È la crescente diffusione nel mondo, e anche nel nostro Paese – dove il Pnrr stanzia 40,32 per digitalizzazione, competitività e cultura su un totale risorse di 191,5 miliardi – della digitalizzazione che vuol dire innovazione e quindi efficienza e competitività, a rendere indispensabile la protezione dei sistemi informatici
«Bisogna capire – spiega Paola Girdinio, presidente di Start 4.0, il centro di competenza Mimit che si occupa anche di cyber sicurezza – che con l’aumento del’iperconnettività e l’utilizzo sempre più massiccio dell’IoT, aumenta l’efficienza dei processi ma allo stesso tempo la sua vulnerabilità. Per esempio, le infrastrutture nel passato, in un certo senso, si difendevano da sé, essendo isolate dal resto del mondo. Oggi invece sono interconnesse e non basta la protezione fisica. Inoltre, per sferrare un attacco informatico non è neppure più necessario essere un grande hacker, nel dark web sono in vendita sistemi di software malevolo per cinquecento dollari. Oggi nessuno può dirsi a priori al sicuro, bersagli dei cyber attacchi già ora non sono solo infrastrutture e istituzioni ma anche aziende grandi e piccole. Anche le guerre tra Stati ormai sono ibride e quasi sempre gli attacchi fisici vengono anticipati da un flusso di attacchi informatici».
Non c’è dubbio, quindi, che chi opera nella cyber sicurezza, e anche chi la adotta, dedicandovi risorse adeguate, può essere un asset interessante per l’investitore.
Però se è molto forte il trend positivo del comparto, varia quello delle singole società, come del resto in ogni segmento economico-finanziario. Un colosso che lavora per grandi clienti ha un andamento più prevedibile rispetto a una start up. Che d’altra parte potrebbe fornire performance inaspettate. Le società che operano progettando soluzioni ad hoc per ogni cliente sono meno esposte al rischio di risultare superate rispetto a quelle che sviluppano software standardizzati. Ma tutte devono tenere il passo con una tecnologia in rapida evoluzione. Ci sarà chi guiderà la classifica e chi finirà in coda. La volatilità in questo settore resta alta.

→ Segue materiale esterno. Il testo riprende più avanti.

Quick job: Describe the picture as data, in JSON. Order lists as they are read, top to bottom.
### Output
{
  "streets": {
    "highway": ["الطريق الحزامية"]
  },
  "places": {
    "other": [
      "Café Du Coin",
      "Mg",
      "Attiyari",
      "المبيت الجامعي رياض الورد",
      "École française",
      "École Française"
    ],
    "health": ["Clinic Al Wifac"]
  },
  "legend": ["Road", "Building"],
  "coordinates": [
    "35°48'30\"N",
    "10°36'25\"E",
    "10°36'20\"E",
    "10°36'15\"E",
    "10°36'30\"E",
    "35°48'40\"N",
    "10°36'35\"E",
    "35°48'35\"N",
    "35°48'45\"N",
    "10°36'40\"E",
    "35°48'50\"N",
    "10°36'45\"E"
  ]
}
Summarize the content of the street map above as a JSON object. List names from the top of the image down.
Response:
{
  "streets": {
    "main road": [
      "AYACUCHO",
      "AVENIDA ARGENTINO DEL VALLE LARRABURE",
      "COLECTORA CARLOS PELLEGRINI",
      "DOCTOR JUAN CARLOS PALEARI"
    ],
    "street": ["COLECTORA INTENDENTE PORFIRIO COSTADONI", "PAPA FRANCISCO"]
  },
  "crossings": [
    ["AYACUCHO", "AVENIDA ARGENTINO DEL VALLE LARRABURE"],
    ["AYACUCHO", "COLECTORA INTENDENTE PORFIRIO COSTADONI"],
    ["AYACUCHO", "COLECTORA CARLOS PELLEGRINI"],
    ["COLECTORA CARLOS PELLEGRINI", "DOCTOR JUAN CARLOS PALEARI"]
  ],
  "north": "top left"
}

In sostanza non è semplice prendere decisioni neppure in questo campo. Abbiamo a che fare con aziende in costante, velocissima evoluzione. E anche diverse tra loro.
Che fare allora?
«La cyber security – spiega Claudio Dellepiane, area manager Fineco Liguria che coordina l’area da Sanremo a Sestri Levante – è diventata un megatrend in grande crescita e in grande evoluzione, altamente correlata allo sviluppo tecnologico. Ci sono modalità di investimento sulle società che operano in questo settore e su quelle in grado di trarne vantaggio in ottica futura ma per questo è sempre meglio affidarsi a un consulente finanziario che possa consigliarci i prodotti ma anche la modalità migliore per investire in un settore volatile come questo».